Magnetic hyperthermia and biocompatibility of Ca2 + - doped Zn-Mg spinel ferrite nanoparticles

Magnetic hyperthermia (MHT) is an emerging therapeutic approach that offers a promising alternative to conventional treatments like radiotherapy and chemotherapy. This technique involves the use of magnetic nanoparticles (MNPs) that generate heat when exposed to an alternating magnetic field (AMF). In this study, Zn0.5-xCaxMg0.5Fe2O4 (x = 0.1 and 0.2) nanoparticles (NPs) were synthesized using the solvothermal reflux method. The NPs, labeled as CMZ1 (x = 0.1) and CMZ2 (x = 0.2), exhibited diameters of 11 and 12 nm, making them suitable for biomedical applications. Magnetic measurements revealed saturation magnetization (Ms) values of nearly 56.03 and 62.75 emu/g for CMZ1 and CMZ2. The specific absorption rate (SAR) values, which represent the rate of heat generation per unit mass of NPs, were calculated for both samples under an AMF of 235.2 Oe.

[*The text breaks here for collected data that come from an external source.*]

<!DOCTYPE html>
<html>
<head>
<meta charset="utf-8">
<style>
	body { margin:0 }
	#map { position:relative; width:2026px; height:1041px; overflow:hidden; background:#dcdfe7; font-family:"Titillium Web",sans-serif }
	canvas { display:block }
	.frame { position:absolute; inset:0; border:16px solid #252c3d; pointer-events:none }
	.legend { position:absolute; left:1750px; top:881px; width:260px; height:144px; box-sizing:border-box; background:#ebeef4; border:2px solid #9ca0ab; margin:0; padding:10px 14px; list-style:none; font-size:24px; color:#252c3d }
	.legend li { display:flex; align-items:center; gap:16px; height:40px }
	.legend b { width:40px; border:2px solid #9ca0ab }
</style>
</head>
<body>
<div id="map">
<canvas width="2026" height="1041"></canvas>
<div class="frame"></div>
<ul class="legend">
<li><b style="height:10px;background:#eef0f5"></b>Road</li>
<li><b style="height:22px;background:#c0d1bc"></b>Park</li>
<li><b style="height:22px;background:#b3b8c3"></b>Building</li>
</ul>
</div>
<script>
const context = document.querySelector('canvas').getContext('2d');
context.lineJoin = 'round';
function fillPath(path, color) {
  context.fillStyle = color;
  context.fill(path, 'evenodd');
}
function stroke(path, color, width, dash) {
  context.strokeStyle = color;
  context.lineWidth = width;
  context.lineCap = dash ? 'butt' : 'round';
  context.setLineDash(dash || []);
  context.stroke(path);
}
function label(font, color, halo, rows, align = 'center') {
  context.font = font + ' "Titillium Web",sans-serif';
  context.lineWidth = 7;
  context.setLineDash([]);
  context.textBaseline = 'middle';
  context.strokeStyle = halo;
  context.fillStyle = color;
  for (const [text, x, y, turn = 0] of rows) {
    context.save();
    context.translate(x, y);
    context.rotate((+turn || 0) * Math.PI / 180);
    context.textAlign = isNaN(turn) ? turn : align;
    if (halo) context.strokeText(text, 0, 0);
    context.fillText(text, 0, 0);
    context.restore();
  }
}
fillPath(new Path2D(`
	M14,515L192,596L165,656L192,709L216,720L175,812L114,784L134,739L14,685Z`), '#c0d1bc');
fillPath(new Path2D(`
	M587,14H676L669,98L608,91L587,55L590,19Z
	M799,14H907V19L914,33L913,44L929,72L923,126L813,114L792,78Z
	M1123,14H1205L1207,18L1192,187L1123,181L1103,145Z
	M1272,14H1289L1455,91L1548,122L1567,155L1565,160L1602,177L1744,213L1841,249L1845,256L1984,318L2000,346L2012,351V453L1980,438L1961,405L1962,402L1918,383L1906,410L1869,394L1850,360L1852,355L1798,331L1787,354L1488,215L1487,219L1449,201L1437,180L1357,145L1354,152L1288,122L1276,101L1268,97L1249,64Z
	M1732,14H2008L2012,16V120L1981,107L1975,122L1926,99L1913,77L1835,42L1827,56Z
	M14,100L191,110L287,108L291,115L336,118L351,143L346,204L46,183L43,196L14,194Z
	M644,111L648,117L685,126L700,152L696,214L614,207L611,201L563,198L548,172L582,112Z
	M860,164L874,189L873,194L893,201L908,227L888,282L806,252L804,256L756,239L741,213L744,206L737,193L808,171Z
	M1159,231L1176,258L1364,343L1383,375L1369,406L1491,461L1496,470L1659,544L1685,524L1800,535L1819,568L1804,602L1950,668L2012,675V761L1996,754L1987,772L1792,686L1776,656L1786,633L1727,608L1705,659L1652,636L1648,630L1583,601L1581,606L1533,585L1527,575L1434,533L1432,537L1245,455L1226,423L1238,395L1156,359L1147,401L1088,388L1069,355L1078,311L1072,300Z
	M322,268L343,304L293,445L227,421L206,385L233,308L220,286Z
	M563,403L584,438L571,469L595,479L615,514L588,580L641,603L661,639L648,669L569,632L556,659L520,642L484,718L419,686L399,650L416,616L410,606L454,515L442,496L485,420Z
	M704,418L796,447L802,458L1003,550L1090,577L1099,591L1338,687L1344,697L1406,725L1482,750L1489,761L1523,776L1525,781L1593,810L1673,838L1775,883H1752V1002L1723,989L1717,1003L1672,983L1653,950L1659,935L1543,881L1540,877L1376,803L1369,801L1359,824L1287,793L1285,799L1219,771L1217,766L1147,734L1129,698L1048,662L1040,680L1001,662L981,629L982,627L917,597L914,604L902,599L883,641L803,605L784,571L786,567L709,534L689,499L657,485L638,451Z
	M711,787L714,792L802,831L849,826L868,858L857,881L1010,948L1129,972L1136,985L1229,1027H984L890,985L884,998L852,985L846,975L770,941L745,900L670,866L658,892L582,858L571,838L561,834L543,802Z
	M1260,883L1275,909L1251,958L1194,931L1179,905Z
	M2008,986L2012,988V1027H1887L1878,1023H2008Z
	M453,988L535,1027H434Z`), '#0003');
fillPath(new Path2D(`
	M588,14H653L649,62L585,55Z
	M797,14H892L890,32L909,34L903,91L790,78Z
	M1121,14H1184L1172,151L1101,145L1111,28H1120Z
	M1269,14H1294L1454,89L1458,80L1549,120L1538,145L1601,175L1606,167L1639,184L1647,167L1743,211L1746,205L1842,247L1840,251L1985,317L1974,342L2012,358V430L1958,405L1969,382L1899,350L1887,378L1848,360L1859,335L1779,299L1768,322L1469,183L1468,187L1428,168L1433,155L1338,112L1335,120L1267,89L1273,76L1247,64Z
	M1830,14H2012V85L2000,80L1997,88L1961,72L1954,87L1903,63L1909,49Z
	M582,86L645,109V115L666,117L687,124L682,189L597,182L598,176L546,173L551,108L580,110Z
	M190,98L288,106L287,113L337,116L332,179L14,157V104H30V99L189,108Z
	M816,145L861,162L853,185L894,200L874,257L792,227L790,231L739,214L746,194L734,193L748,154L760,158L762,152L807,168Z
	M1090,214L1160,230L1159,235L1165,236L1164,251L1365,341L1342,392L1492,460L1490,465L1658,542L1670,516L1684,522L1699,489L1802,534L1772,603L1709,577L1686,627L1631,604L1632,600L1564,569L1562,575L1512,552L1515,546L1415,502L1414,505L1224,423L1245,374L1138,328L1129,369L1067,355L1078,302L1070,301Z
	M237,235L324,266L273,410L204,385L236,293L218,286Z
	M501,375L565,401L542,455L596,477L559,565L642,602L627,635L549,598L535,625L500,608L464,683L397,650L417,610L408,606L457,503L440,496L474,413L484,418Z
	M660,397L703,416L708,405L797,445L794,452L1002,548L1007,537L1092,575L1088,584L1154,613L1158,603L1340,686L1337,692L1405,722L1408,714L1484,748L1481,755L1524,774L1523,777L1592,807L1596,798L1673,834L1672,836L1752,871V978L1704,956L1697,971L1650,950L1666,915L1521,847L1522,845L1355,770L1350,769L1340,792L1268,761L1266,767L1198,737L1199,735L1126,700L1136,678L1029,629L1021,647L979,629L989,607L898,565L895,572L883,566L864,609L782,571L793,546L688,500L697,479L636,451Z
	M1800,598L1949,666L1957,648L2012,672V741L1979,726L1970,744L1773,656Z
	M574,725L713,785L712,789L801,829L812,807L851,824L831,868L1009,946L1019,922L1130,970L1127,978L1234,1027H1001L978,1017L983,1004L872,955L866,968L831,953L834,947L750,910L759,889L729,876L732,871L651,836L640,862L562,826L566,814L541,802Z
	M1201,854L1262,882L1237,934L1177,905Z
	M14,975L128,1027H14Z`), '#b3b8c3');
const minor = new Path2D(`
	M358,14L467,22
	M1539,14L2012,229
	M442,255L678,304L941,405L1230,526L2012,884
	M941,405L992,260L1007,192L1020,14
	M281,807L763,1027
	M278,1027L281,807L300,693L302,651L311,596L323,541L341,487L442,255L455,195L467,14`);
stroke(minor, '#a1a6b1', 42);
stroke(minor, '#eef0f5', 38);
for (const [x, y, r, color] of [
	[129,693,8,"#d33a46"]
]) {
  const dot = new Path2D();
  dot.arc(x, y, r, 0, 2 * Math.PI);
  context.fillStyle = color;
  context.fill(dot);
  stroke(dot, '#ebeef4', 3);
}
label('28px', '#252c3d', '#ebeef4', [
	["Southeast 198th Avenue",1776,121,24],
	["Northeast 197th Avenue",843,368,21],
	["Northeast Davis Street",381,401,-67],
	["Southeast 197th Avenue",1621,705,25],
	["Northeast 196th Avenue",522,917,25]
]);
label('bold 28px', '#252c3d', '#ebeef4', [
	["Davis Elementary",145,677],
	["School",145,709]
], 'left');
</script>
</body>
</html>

CMZ1 demonstrated higher SAR values (252.67 W/g and 69.76 W/g) compared to CMZ2 (188.41 W/g and 47.44 W/g). These findings suggest that CMZ1 has a greater potential for efficient heat generation in MHT applications. To evaluate the biocompatibility of the NPs, cytotoxicity tests were conducted on both cancer and normal cell lines. The results indicated that the NPs exhibited no toxicity, further supporting their potential for safe and effective use in MHT. Overall, the optimized structural, vibrational, and magnetic properties of CMZ1 and CMZ2 ferrite NPs, coupled with their promising cytotoxicity profile, highlight their significant potential for MHT applications. [Display omitted] •CMZ1 and CMZ2 NPs were effectively synthesized using the solvothermal reflux method.•The SAR values exhibited a decreasing trend as the Ca²⁺ concentration increased in Zn-Mg NPs.•The biocompatibility of the synthesized NPs was validated using BLO-11 and MDA-MB-231 cell lines.